Former Federal Reserve Chairman Paul Volcker blamed financial lobbyists for overcomplicating the Volcker rule at a university talk in Singapore, according to a Reuters report.
The law is meant to ban banks from proprietary trading, although certain activities are permitted. The law is also meant to sharply curtail banks' ability to sponsor or own interests in hedge funds and private-equity funds.
The agencies' nearly 300-page proposal broadly defines "proprietary trading" as well as what constitutes the types of sponsorship and investments in hedge fund and private-equity funds that would be prohibited.
Certain investments would receive exemptions, including that done on behalf of a customer through advisory and asset-management services, and "de minimis" investments not exceeding 3% of a bank's tier 1 capital.

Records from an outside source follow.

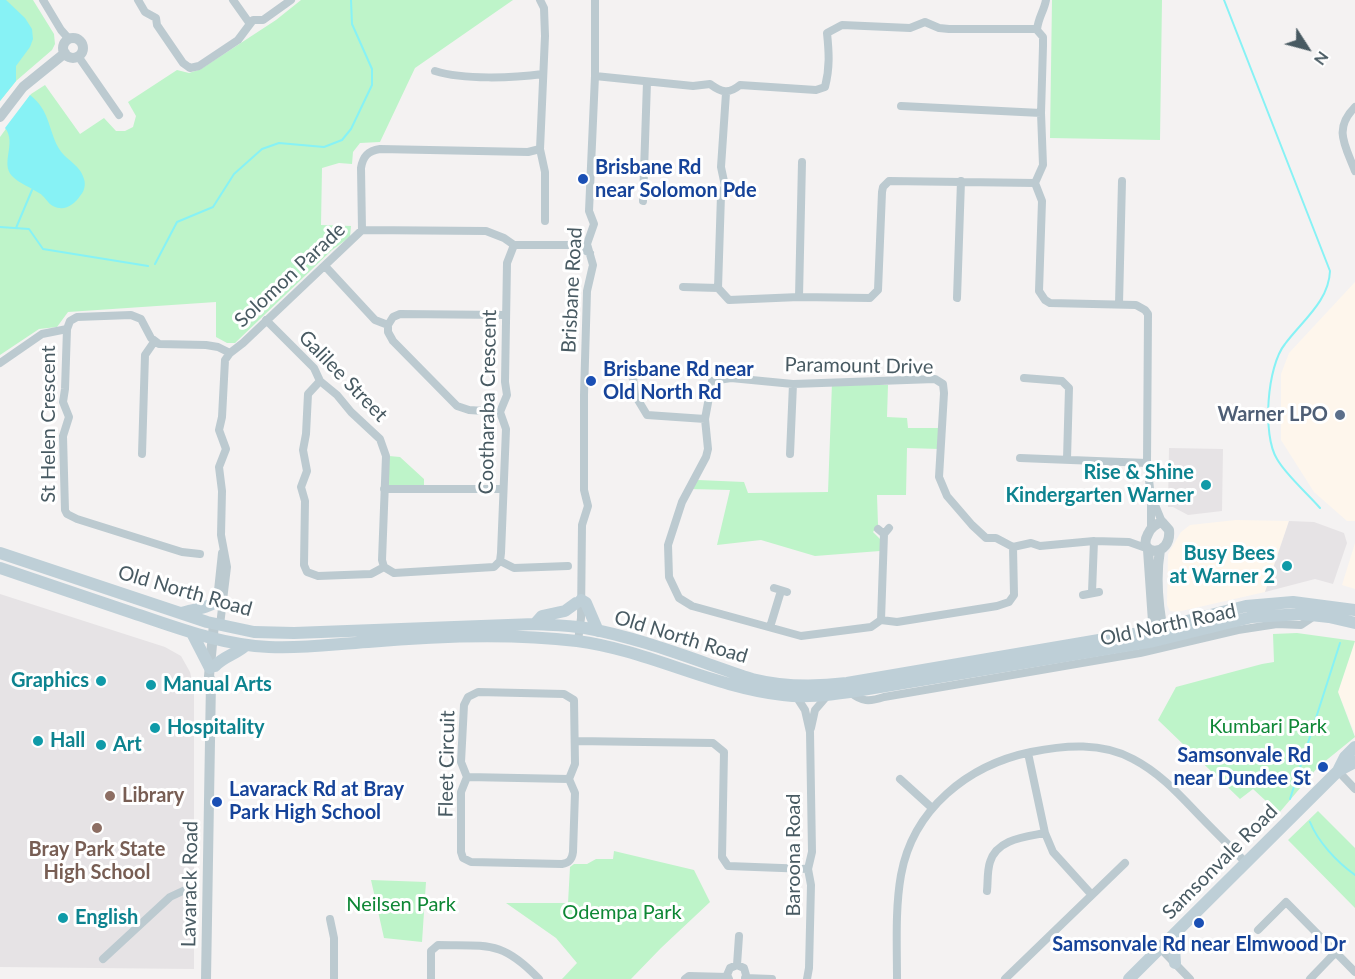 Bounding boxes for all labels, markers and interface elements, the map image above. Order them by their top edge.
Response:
north arrow [1277,18,1337,78]
text: N [1311,48,1333,69]
place label: Brisbane Rd near Solomon Pde [595,156,757,203]
marker: Brisbane Rd near Solomon Pde [576,172,590,186]
street label: Solomon Parade [230,218,350,332]
street label: Brisbane Road [557,227,587,353]
street label: Cootharaba Crescent [474,309,502,495]
street label: Galilee Street [294,325,392,427]
street label: St Helen Crescent [37,345,61,503]
street label: Paramount Drive [784,353,934,379]
place label: Brisbane Rd near Old North Rd [603,358,754,405]
marker: Brisbane Rd near Old North Rd [584,374,598,388]
place label: Warner LPO [1217,403,1328,427]
marker: Warner LPO [1333,408,1347,422]
place label: Rise & Shine Kindergarten Warner [1005,461,1194,508]
marker: Rise & Shine Kindergarten Warner [1199,478,1213,492]
place label: Busy Bees at Warner 2 [1169,542,1275,589]
marker: Busy Bees at Warner 2 [1280,559,1294,573]
street label: Old North Road [115,560,255,622]
street label: Old North Road [1098,599,1238,651]
street label: Old North Road [611,605,751,669]
place label: Graphics [11,669,89,693]
place label: Manual Arts [163,673,272,697]
marker: Graphics [94,674,108,688]
marker: Manual Arts [144,678,158,692]
street label: Fleet Circuit [434,710,460,818]
park label: Kumbari Park [1209,715,1327,739]
place label: Hospitality [167,716,264,740]
marker: Hospitality [148,721,162,735]
place label: Hall [50,729,85,753]
place label: Art [113,733,142,757]
marker: Hall [31,734,45,748]
marker: Art [94,738,108,752]
place label: Samsonvale Rd near Dundee St [1173,744,1311,791]
marker: Samsonvale Rd near Dundee St [1316,760,1330,774]
place label: Lavarack Rd at Bray Park High School [229,778,404,825]
place label: Library [122,784,184,808]
marker: Library [103,789,117,803]
street label: Baroona Road [782,794,806,916]
marker: Lavarack Rd at Bray Park High School [210,795,224,809]
street label: Samsonvale Road [1157,799,1283,925]
marker: Bray Park State High School [90,821,104,835]
street label: Lavarack Road [177,821,203,947]
place label: Bray Park State High School [29,838,165,885]
park label: Neilsen Park [346,893,456,917]
park label: Odempa Park [562,901,682,925]
place label: English [75,906,138,930]
marker: English [56,911,70,925]
marker: Samsonvale Rd near Elmwood Dr [1192,916,1206,930]
place label: Samsonvale Rd near Elmwood Dr [1052,933,1346,957]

However, according to the Reuters report, Volcker said at the university talk that lobbying by the financial industry had made the proposed regulation much more complex than it needed to be.
"There is no set of lobbyists in the United States bigger, more important and more rewarded than the financial lobbyists," he said during the discussion.
U.S. regulators in general have been charged with over complicating issues that directly affect the securitization market.
At this year's Information Management Network's ABS East conference held in October, securitization industry players said that key issues, like risk retention, have been overcomplicated by Congress. These yet unsolved regulatory issues, industry players said, continue to create loan level uncertainty.